The city is putting the brakes on vehicles in Brooklyn’s Backyard, announcing Thursday that it is banning automobiles from Prospect Park’s West Drive as of next month.
Downtown-bound motorists will still be able drive through the park’s East Drive between 7 and 9 am on weekdays, but its Prospect-Park-side counterpart, which is currently open to Coney-Island-bound traffic between from 5 to 7 pm on weekdays, will soon be a car-free zone. As of July 6, Brooklyn’s cyclists and pedestrians will be able to cruise the West Drive asphalt at any hour of the day, free from the fear that they will end up as road-kill, said Mayor DeBlasio.
“Today, we’re taking a big step to returning our parks to the people,” said the mayor, who has been advocating for fewer cars in the park since his days as a city councilman. “We’re creating safe zones for kids to play in, for bikers, for joggers, for everyone to know that they will be safer and they can enjoy the park in peace.”
Transit honchos say they’re confident the closure will not result in rush-hour traffic jams in surrounding neighborhoods — about 200 cars an hour travel through West Drive when it is open, which nearby streets should be able to absorb with minimal headaches, said Transportation Commissioner Polly Trottenberg,
DeBlasio announced the change in conjunction with a similar plan for Manhattan’s Central Park, a large swathe of greenery in the middle of the island.
Community activists have for years demanded the city ban traffic from New York’s premier parklands.
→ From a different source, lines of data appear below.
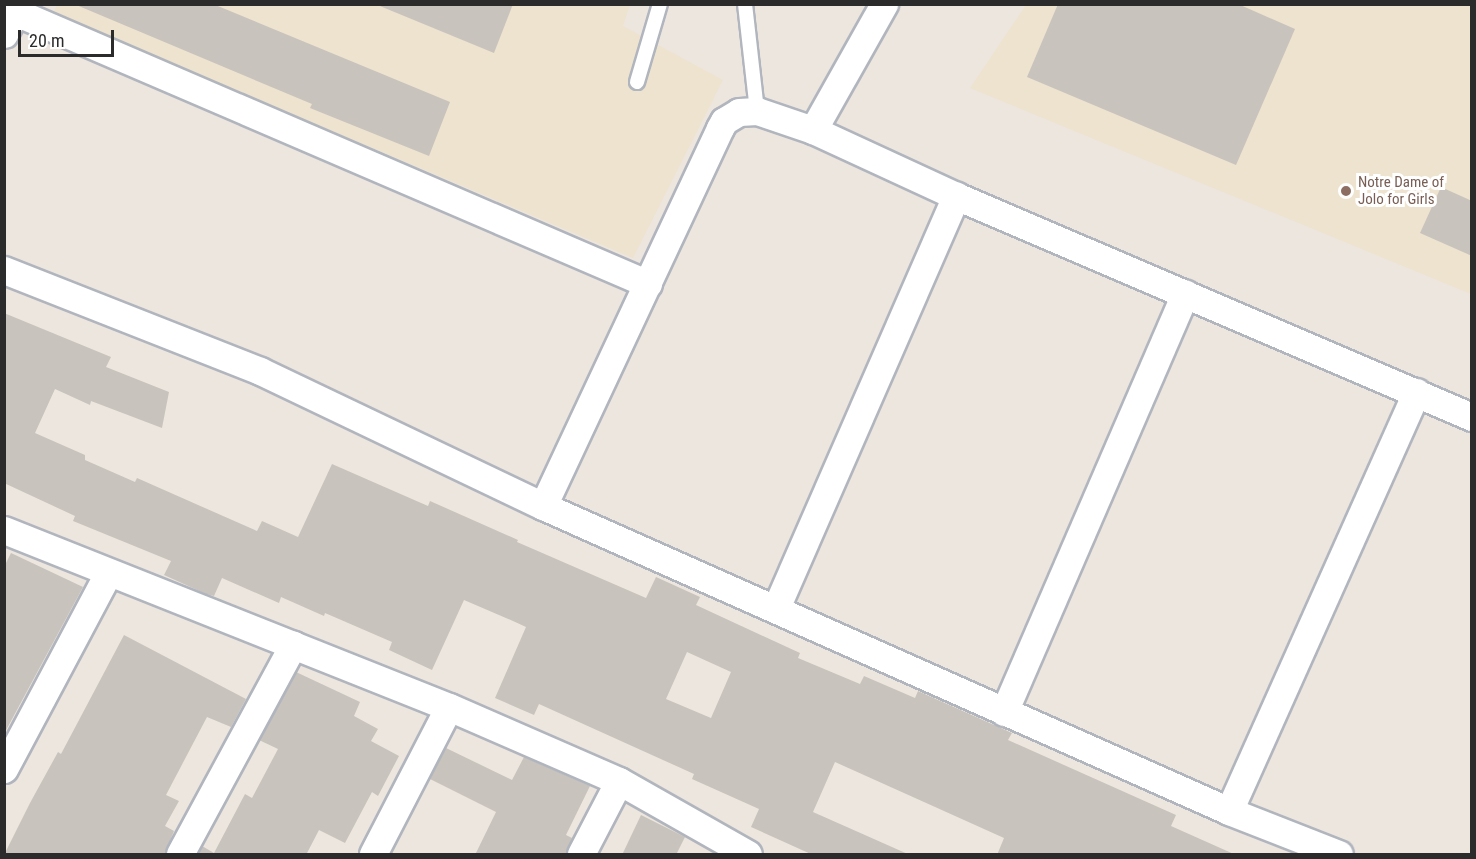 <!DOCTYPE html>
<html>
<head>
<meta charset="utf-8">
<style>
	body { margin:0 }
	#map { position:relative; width:1476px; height:859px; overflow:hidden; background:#ede6de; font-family:"Roboto Condensed",sans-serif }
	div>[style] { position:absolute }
	.education>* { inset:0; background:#eee3ce }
	.building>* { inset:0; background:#c8c3bd }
	.roads { filter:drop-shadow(2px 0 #b1b5be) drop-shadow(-2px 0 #b1b5be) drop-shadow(0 2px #b1b5be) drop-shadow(0 -2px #b1b5be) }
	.service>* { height:14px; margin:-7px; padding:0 7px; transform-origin:7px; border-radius:7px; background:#fff }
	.minor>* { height:27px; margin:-13.5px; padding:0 13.5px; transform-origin:13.5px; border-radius:13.5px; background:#fff }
	.dots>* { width:16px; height:16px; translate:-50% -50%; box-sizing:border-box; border:3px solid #fff; border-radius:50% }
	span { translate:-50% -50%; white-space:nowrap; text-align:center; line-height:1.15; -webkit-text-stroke:6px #fff; paint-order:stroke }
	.education-label { font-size:15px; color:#785e54 }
	.left { translate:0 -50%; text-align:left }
	.frame { position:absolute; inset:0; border:6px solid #2b2b2b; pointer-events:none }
	.scale { position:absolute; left:18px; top:30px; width:96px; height:27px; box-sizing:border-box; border:3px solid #2b2b2b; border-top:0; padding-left:8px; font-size:18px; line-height:21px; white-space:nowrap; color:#2b2b2b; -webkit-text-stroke:4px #fff; paint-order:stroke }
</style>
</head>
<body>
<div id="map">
	<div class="education">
		<div style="clip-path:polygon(58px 4px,630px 5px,623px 26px,723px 80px,633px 258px,53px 13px)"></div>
		<div style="clip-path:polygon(1026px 5px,1471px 5px,1471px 294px,970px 88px)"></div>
	</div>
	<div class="building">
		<div style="clip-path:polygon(74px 4px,213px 4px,450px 102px,429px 156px,310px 108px,312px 104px)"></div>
		<div style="clip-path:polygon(375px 4px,513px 4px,494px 53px)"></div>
		<div style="clip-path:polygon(1058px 4px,1238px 4px,1295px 29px,1236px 165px,1027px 77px)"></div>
		<div style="clip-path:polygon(1441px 187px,1472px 201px,1472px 256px,1420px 233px)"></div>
		<div style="clip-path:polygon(evenodd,4px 313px,111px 357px,106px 367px,169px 392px,162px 428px,91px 401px,90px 405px,55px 389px,35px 433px,85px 455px,85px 460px,135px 482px,137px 478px,257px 531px,262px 521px,298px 537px,332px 464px,428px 506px,430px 501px,518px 540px,517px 542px,646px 598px,656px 577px,700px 597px,696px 605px,800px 653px,798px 658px,860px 684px,864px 676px,915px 698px,918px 691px,1012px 733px,1008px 740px,1176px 815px,1171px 826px,1236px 855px,997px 855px,1004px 838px,835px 762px,813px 812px,910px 855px,813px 855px,751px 827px,759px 809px,692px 779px,694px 774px,539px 704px,534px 715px,495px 698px,526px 627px,513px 621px,464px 600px,432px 670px,389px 650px,392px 642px,325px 613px,324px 616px,281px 597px,279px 603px,222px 578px,214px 596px,206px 594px,164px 575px,171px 561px,73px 521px,75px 516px,4px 483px,4px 313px,687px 652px,731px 672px,711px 718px,666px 699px,687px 652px)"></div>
		<div style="clip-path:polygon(11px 553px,83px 587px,4px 734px,4px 567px)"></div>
		<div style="clip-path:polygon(124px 635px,246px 699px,231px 727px,207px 717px,166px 795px,179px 801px,165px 826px,174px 831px,164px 855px,4px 855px,30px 803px,58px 752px,61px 754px)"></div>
		<div style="clip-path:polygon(296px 672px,360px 702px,354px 716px,378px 729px,371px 741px,399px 756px,378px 796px,372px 792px,345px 843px,319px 830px,306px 855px,198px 855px,202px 846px,214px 853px,245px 794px,252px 798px,278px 749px,259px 740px)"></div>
		<div style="clip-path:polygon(446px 748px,512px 780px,524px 757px,590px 786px,566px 835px,572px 838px,565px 855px,475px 855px,496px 812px,430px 779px)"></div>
		<div style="clip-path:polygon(641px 815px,685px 837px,676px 855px,622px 855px)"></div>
	</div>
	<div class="roads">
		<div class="service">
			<div style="left:745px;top:4px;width:108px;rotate:83.6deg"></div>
			<div style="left:637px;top:82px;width:81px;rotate:-73.6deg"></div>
		</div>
		<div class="minor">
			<div style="left:4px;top:7px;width:701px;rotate:23.27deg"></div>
			<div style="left:4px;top:34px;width:34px;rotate:-63deg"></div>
			<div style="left:813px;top:130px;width:145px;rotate:-60.6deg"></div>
			<div style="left:4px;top:270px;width:275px;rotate:21.5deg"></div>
			<div style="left:260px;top:371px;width:314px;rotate:25.5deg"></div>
			<div style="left:543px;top:506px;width:751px;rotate:23.97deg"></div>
			<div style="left:1229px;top:811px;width:118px;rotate:21.4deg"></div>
			<div style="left:543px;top:506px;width:417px;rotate:-64.9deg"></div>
			<div style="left:720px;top:128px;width:8px;rotate:-60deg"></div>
			<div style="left:724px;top:121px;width:17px;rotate:-31deg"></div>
			<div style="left:739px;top:112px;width:18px;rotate:-3deg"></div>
			<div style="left:757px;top:111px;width:59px;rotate:18.7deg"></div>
			<div style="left:813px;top:130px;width:157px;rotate:24.8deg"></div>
			<div style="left:956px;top:196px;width:561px;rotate:23.19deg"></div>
			<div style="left:4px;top:530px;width:479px;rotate:21.7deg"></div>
			<div style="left:449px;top:707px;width:185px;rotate:23.5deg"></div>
			<div style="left:619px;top:781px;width:148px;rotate:29.5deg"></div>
			<div style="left:776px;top:608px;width:450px;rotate:-66.4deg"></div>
			<div style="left:1004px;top:712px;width:456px;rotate:-66.6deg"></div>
			<div style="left:4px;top:769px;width:222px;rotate:-62deg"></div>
			<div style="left:1229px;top:811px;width:459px;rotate:-65.9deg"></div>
			<div style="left:180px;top:854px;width:238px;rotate:-61.6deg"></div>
			<div style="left:373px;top:854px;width:165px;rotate:-62.7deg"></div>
			<div style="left:581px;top:854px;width:82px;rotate:-62.5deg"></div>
		</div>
	</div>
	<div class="dots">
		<div style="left:1346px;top:191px;background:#8d6e63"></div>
	</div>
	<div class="education-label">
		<span class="left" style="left:1358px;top:191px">Notre Dame of<br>Jolo for Girls</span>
	</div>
	<div class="frame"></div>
	<div class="scale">20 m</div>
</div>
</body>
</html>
Transit advocates welcomed today’s news, but said they won’t stop fighting until both parks are 100-percent car-free.
“As we celebrate this great milestone today, we also look forward to the day when both parks are completely car-free, and we will continue our advocacy work until that happens,” said Paul Steely White, executive director of anti-car group Transportation Alternatives.